_Dataset entries_
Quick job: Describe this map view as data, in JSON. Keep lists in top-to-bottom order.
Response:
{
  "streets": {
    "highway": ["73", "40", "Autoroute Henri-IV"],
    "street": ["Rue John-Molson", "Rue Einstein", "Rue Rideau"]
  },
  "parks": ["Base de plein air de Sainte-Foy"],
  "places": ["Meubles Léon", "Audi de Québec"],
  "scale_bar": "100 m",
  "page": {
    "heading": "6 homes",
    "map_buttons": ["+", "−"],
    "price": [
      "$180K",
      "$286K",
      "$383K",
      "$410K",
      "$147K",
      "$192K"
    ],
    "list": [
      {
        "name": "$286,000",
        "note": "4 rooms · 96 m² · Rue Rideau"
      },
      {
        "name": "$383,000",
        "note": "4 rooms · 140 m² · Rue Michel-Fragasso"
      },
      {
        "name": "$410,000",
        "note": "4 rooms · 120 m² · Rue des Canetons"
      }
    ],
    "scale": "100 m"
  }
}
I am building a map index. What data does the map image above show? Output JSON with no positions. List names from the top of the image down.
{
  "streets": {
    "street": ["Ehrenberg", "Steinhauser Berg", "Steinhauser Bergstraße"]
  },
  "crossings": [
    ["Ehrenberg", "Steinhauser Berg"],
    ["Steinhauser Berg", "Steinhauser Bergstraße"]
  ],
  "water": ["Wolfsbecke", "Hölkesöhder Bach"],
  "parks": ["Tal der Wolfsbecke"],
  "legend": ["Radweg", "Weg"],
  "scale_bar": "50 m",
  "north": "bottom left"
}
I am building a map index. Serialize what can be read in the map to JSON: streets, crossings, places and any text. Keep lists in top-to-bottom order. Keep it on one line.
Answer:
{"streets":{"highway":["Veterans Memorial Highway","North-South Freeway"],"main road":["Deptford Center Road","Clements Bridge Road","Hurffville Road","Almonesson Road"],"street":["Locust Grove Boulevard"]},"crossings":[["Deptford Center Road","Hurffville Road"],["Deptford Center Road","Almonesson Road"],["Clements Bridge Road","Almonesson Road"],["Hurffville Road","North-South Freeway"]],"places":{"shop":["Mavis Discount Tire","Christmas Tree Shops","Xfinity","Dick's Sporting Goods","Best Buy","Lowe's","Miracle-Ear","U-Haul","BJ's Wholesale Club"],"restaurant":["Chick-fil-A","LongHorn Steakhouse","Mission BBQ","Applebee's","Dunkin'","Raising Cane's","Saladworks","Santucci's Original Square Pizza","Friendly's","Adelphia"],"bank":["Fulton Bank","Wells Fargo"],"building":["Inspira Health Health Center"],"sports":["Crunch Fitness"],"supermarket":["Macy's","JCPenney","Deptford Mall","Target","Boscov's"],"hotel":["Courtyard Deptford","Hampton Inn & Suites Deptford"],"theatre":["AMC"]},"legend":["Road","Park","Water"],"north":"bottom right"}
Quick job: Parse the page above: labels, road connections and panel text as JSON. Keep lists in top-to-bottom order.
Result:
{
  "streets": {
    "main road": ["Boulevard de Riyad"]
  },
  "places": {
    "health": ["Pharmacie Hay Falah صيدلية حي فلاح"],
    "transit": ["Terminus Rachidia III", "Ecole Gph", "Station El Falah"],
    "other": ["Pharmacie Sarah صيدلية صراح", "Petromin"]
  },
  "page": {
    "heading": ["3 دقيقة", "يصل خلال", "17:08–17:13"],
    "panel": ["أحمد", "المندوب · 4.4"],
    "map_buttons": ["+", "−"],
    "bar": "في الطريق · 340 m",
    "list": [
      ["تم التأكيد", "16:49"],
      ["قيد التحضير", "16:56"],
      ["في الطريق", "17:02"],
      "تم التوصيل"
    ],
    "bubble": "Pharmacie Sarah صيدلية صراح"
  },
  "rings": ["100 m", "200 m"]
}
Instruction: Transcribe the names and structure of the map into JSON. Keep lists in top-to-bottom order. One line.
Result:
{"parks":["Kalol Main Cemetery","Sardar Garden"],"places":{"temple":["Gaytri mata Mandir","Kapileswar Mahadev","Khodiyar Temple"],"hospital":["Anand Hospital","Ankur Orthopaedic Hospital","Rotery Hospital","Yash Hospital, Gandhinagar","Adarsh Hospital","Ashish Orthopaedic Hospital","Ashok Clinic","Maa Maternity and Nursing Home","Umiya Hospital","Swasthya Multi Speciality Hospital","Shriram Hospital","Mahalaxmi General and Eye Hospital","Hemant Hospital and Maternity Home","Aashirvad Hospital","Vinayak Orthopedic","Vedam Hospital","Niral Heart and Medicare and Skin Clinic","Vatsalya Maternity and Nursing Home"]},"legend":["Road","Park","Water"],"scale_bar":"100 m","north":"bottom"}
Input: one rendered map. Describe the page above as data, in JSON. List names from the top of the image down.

_TASK STATEMENT_
All of the data should be retyped exactly.

_ANSWER AREA_
Quick job: Describe this map view as data, in JSON. Keep lists in top-to-bottom order.
Response:
{
  "streets": {
    "highway": ["73", "40", "Autoroute Henri-IV"],
    "street": ["Rue John-Molson", "Rue Einstein", "Rue Rideau"]
  },
  "parks": ["Base de plein air de Sainte-Foy"],
  "places": ["Meubles Léon", "Audi de Québec"],
  "scale_bar": "100 m",
  "page": {
    "heading": "6 homes",
    "map_buttons": ["+", "−"],
    "price": [
      "$180K",
      "$286K",
      "$383K",
      "$410K",
      "$147K",
      "$192K"
    ],
    "list": [
      {
        "name": "$286,000",
        "note": "4 rooms · 96 m² · Rue Rideau"
      },
      {
        "name": "$383,000",
        "note": "4 rooms · 140 m² · Rue Michel-Fragasso"
      },
      {
        "name": "$410,000",
        "note": "4 rooms · 120 m² · Rue des Canetons"
      }
    ],
    "scale": "100 m"
  }
}
I am building a map index. What data does the map image above show? Output JSON with no positions. List names from the top of the image down.
{
  "streets": {
    "street": ["Ehrenberg", "Steinhauser Berg", "Steinhauser Bergstraße"]
  },
  "crossings": [
    ["Ehrenberg", "Steinhauser Berg"],
    ["Steinhauser Berg", "Steinhauser Bergstraße"]
  ],
  "water": ["Wolfsbecke", "Hölkesöhder Bach"],
  "parks": ["Tal der Wolfsbecke"],
  "legend": ["Radweg", "Weg"],
  "scale_bar": "50 m",
  "north": "bottom left"
}
I am building a map index. Serialize what can be read in the map to JSON: streets, crossings, places and any text. Keep lists in top-to-bottom order. Keep it on one line.
Answer:
{"streets":{"highway":["Veterans Memorial Highway","North-South Freeway"],"main road":["Deptford Center Road","Clements Bridge Road","Hurffville Road","Almonesson Road"],"street":["Locust Grove Boulevard"]},"crossings":[["Deptford Center Road","Hurffville Road"],["Deptford Center Road","Almonesson Road"],["Clements Bridge Road","Almonesson Road"],["Hurffville Road","North-South Freeway"]],"places":{"shop":["Mavis Discount Tire","Christmas Tree Shops","Xfinity","Dick's Sporting Goods","Best Buy","Lowe's","Miracle-Ear","U-Haul","BJ's Wholesale Club"],"restaurant":["Chick-fil-A","LongHorn Steakhouse","Mission BBQ","Applebee's","Dunkin'","Raising Cane's","Saladworks","Santucci's Original Square Pizza","Friendly's","Adelphia"],"bank":["Fulton Bank","Wells Fargo"],"building":["Inspira Health Health Center"],"sports":["Crunch Fitness"],"supermarket":["Macy's","JCPenney","Deptford Mall","Target","Boscov's"],"hotel":["Courtyard Deptford","Hampton Inn & Suites Deptford"],"theatre":["AMC"]},"legend":["Road","Park","Water"],"north":"bottom right"}
Quick job: Parse the page above: labels, road connections and panel text as JSON. Keep lists in top-to-bottom order.
Result:
{
  "streets": {
    "main road": ["Boulevard de Riyad"]
  },
  "places": {
    "health": ["Pharmacie Hay Falah صيدلية حي فلاح"],
    "transit": ["Terminus Rachidia III", "Ecole Gph", "Station El Falah"],
    "other": ["Pharmacie Sarah صيدلية صراح", "Petromin"]
  },
  "page": {
    "heading": ["3 دقيقة", "يصل خلال", "17:08–17:13"],
    "panel": ["أحمد", "المندوب · 4.4"],
    "map_buttons": ["+", "−"],
    "bar": "في الطريق · 340 m",
    "list": [
      ["تم التأكيد", "16:49"],
      ["قيد التحضير", "16:56"],
      ["في الطريق", "17:02"],
      "تم التوصيل"
    ],
    "bubble": "Pharmacie Sarah صيدلية صراح"
  },
  "rings": ["100 m", "200 m"]
}
Instruction: Transcribe the names and structure of the map into JSON. Keep lists in top-to-bottom order. One line.
Result:
{"parks":["Kalol Main Cemetery","Sardar Garden"],"places":{"temple":["Gaytri mata Mandir","Kapileswar Mahadev","Khodiyar Temple"],"hospital":["Anand Hospital","Ankur Orthopaedic Hospital","Rotery Hospital","Yash Hospital, Gandhinagar","Adarsh Hospital","Ashish Orthopaedic Hospital","Ashok Clinic","Maa Maternity and Nursing Home","Umiya Hospital","Swasthya Multi Speciality Hospital","Shriram Hospital","Mahalaxmi General and Eye Hospital","Hemant Hospital and Maternity Home","Aashirvad Hospital","Vinayak Orthopedic","Vedam Hospital","Niral Heart and Medicare and Skin Clinic","Vatsalya Maternity and Nursing Home"]},"legend":["Road","Park","Water"],"scale_bar":"100 m","north":"bottom"}
Input: one rendered map. Describe the page above as data, in JSON. List names from the top of the image down.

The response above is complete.